Reproduce all of the data exactly as written.

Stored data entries
◆ ◆ ◆ ◆ ◆ ◆ ◆

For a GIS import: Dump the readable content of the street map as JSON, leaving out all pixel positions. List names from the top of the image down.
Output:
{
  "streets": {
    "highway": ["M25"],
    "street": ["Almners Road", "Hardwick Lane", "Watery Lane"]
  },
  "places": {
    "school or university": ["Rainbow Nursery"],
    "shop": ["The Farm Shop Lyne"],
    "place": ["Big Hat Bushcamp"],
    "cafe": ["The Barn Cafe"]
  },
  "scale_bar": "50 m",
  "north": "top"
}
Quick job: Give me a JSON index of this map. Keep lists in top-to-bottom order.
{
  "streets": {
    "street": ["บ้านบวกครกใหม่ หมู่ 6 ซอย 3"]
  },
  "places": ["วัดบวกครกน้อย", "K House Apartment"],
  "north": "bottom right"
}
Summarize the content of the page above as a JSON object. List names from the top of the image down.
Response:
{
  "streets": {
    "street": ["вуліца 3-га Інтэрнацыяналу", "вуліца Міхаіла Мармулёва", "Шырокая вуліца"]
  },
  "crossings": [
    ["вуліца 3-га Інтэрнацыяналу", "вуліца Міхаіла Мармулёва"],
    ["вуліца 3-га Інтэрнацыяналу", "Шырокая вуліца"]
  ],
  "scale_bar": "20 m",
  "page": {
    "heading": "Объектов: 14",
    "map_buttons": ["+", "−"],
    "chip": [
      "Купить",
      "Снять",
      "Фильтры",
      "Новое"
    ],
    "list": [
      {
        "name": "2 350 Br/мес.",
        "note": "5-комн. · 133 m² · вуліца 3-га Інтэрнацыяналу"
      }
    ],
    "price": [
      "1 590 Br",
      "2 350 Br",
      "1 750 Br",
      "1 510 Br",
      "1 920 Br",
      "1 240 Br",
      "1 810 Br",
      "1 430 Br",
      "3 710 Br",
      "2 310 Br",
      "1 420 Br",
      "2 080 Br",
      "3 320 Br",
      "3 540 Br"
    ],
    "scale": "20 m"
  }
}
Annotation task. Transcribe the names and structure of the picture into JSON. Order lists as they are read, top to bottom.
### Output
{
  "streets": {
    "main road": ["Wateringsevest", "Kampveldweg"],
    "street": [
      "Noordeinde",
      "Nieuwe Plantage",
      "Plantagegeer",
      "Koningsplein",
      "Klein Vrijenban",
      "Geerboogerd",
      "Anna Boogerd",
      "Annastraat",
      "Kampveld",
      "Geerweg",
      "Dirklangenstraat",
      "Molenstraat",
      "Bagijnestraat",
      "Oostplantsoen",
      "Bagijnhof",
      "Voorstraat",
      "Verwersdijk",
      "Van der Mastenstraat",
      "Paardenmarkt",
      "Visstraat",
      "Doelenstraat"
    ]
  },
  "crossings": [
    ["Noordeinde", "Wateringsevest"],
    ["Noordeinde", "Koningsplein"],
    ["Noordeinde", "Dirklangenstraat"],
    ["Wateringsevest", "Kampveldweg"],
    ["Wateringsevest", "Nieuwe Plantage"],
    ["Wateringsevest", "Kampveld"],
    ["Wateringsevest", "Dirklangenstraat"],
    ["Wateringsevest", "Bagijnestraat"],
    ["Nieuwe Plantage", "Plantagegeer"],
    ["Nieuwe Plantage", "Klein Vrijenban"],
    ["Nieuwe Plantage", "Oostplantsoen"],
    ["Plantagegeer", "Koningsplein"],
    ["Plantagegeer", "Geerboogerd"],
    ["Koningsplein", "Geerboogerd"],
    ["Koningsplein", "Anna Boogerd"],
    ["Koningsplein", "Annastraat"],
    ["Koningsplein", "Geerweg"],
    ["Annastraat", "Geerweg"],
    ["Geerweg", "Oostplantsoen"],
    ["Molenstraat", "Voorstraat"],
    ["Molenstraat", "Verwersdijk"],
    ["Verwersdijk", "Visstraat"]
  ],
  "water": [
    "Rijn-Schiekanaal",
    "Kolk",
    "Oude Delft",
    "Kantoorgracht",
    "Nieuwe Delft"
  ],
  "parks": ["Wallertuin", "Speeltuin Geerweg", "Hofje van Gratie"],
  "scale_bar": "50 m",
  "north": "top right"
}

◆ ◆ ◆ ◆ ◆ ◆ ◆

§ **Answer box**:
For a GIS import: Dump the readable content of the street map as JSON, leaving out all pixel positions. List names from the top of the image down.
Output:
{
  "streets": {
    "highway": ["M25"],
    "street": ["Almners Road", "Hardwick Lane", "Watery Lane"]
  },
  "places": {
    "school or university": ["Rainbow Nursery"],
    "shop": ["The Farm Shop Lyne"],
    "place": ["Big Hat Bushcamp"],
    "cafe": ["The Barn Cafe"]
  },
  "scale_bar": "50 m",
  "north": "top"
}
Quick job: Give me a JSON index of this map. Keep lists in top-to-bottom order.
{
  "streets": {
    "street": ["บ้านบวกครกใหม่ หมู่ 6 ซอย 3"]
  },
  "places": ["วัดบวกครกน้อย", "K House Apartment"],
  "north": "bottom right"
}
Summarize the content of the page above as a JSON object. List names from the top of the image down.
Response:
{
  "streets": {
    "street": ["вуліца 3-га Інтэрнацыяналу", "вуліца Міхаіла Мармулёва", "Шырокая вуліца"]
  },
  "crossings": [
    ["вуліца 3-га Інтэрнацыяналу", "вуліца Міхаіла Мармулёва"],
    ["вуліца 3-га Інтэрнацыяналу", "Шырокая вуліца"]
  ],
  "scale_bar": "20 m",
  "page": {
    "heading": "Объектов: 14",
    "map_buttons": ["+", "−"],
    "chip": [
      "Купить",
      "Снять",
      "Фильтры",
      "Новое"
    ],
    "list": [
      {
        "name": "2 350 Br/мес.",
        "note": "5-комн. · 133 m² · вуліца 3-га Інтэрнацыяналу"
      }
    ],
    "price": [
      "1 590 Br",
      "2 350 Br",
      "1 750 Br",
      "1 510 Br",
      "1 920 Br",
      "1 240 Br",
      "1 810 Br",
      "1 430 Br",
      "3 710 Br",
      "2 310 Br",
      "1 420 Br",
      "2 080 Br",
      "3 320 Br",
      "3 540 Br"
    ],
    "scale": "20 m"
  }
}
Annotation task. Transcribe the names and structure of the picture into JSON. Order lists as they are read, top to bottom.
### Output
{
  "streets": {
    "main road": ["Wateringsevest", "Kampveldweg"],
    "street": [
      "Noordeinde",
      "Nieuwe Plantage",
      "Plantagegeer",
      "Koningsplein",
      "Klein Vrijenban",
      "Geerboogerd",
      "Anna Boogerd",
      "Annastraat",
      "Kampveld",
      "Geerweg",
      "Dirklangenstraat",
      "Molenstraat",
      "Bagijnestraat",
      "Oostplantsoen",
      "Bagijnhof",
      "Voorstraat",
      "Verwersdijk",
      "Van der Mastenstraat",
      "Paardenmarkt",
      "Visstraat",
      "Doelenstraat"
    ]
  },
  "crossings": [
    ["Noordeinde", "Wateringsevest"],
    ["Noordeinde", "Koningsplein"],
    ["Noordeinde", "Dirklangenstraat"],
    ["Wateringsevest", "Kampveldweg"],
    ["Wateringsevest", "Nieuwe Plantage"],
    ["Wateringsevest", "Kampveld"],
    ["Wateringsevest", "Dirklangenstraat"],
    ["Wateringsevest", "Bagijnestraat"],
    ["Nieuwe Plantage", "Plantagegeer"],
    ["Nieuwe Plantage", "Klein Vrijenban"],
    ["Nieuwe Plantage", "Oostplantsoen"],
    ["Plantagegeer", "Koningsplein"],
    ["Plantagegeer", "Geerboogerd"],
    ["Koningsplein", "Geerboogerd"],
    ["Koningsplein", "Anna Boogerd"],
    ["Koningsplein", "Annastraat"],
    ["Koningsplein", "Geerweg"],
    ["Annastraat", "Geerweg"],
    ["Geerweg", "Oostplantsoen"],
    ["Molenstraat", "Voorstraat"],
    ["Molenstraat", "Verwersdijk"],
    ["Verwersdijk", "Visstraat"]
  ],
  "water": [
    "Rijn-Schiekanaal",
    "Kolk",
    "Oude Delft",
    "Kantoorgracht",
    "Nieuwe Delft"
  ],
  "parks": ["Wallertuin", "Speeltuin Geerweg", "Hofje van Gratie"],
  "scale_bar": "50 m",
  "north": "top right"
}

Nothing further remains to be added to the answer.